ASSIGNED TASK:
Give back the full listing exactly, setting the pictures aside.

**** DATA SHOWN

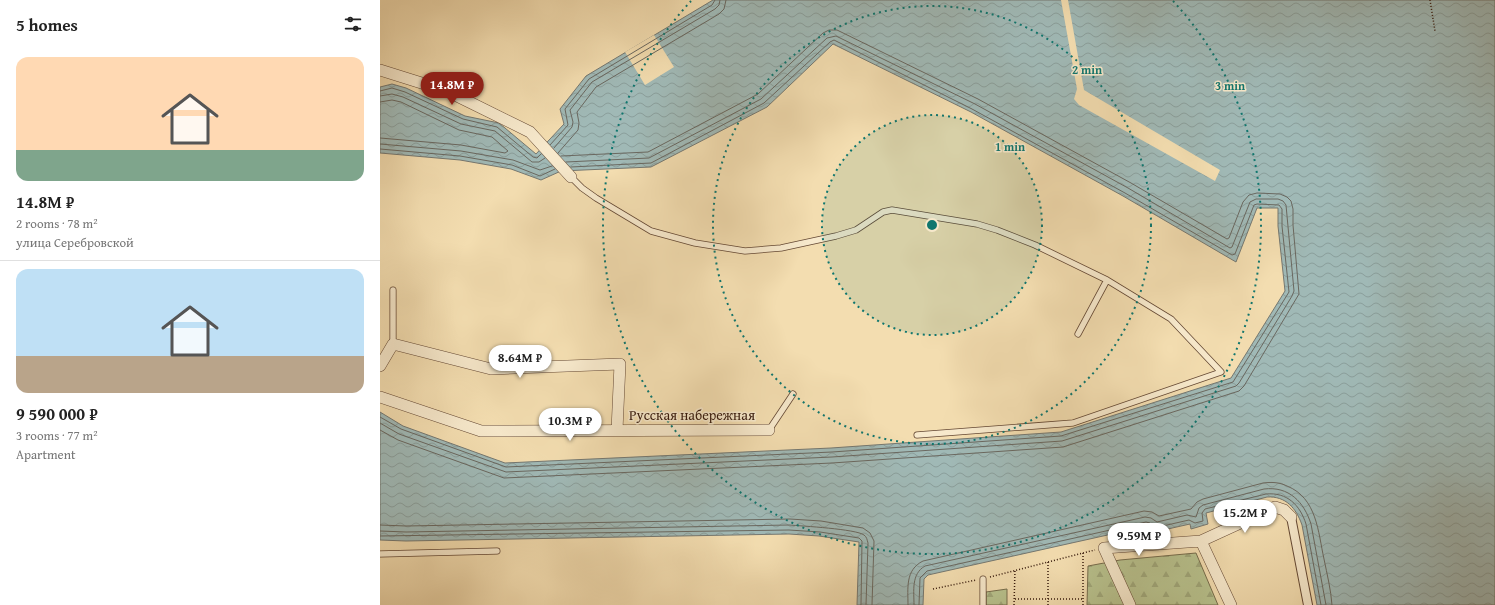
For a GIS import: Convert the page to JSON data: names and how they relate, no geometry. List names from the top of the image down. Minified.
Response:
{"streets":{"street":["Русская набережная"]},"page":{"heading":"5 homes","list":[{"name":"14.8M ₽","note":"2 rooms · 78 m² · улица Серебровской"},{"name":"9 590 000 ₽","note":"3 rooms · 77 m² · Apartment"}],"price":["14.8M ₽","8.64M ₽","10.3M ₽","15.2M ₽","9.59M ₽"]},"rings":["2 min","3 min","1 min"]}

********

EXERCISE SOLUTION:
For a GIS import: Convert the page to JSON data: names and how they relate, no geometry. List names from the top of the image down. Minified.
Response:
{"streets":{"street":["Русская набережная"]},"page":{"heading":"5 homes","list":[{"name":"14.8M ₽","note":"2 rooms · 78 m² · улица Серебровской"},{"name":"9 590 000 ₽","note":"3 rooms · 77 m² · Apartment"}],"price":["14.8M ₽","8.64M ₽","10.3M ₽","15.2M ₽","9.59M ₽"]},"rings":["2 min","3 min","1 min"]}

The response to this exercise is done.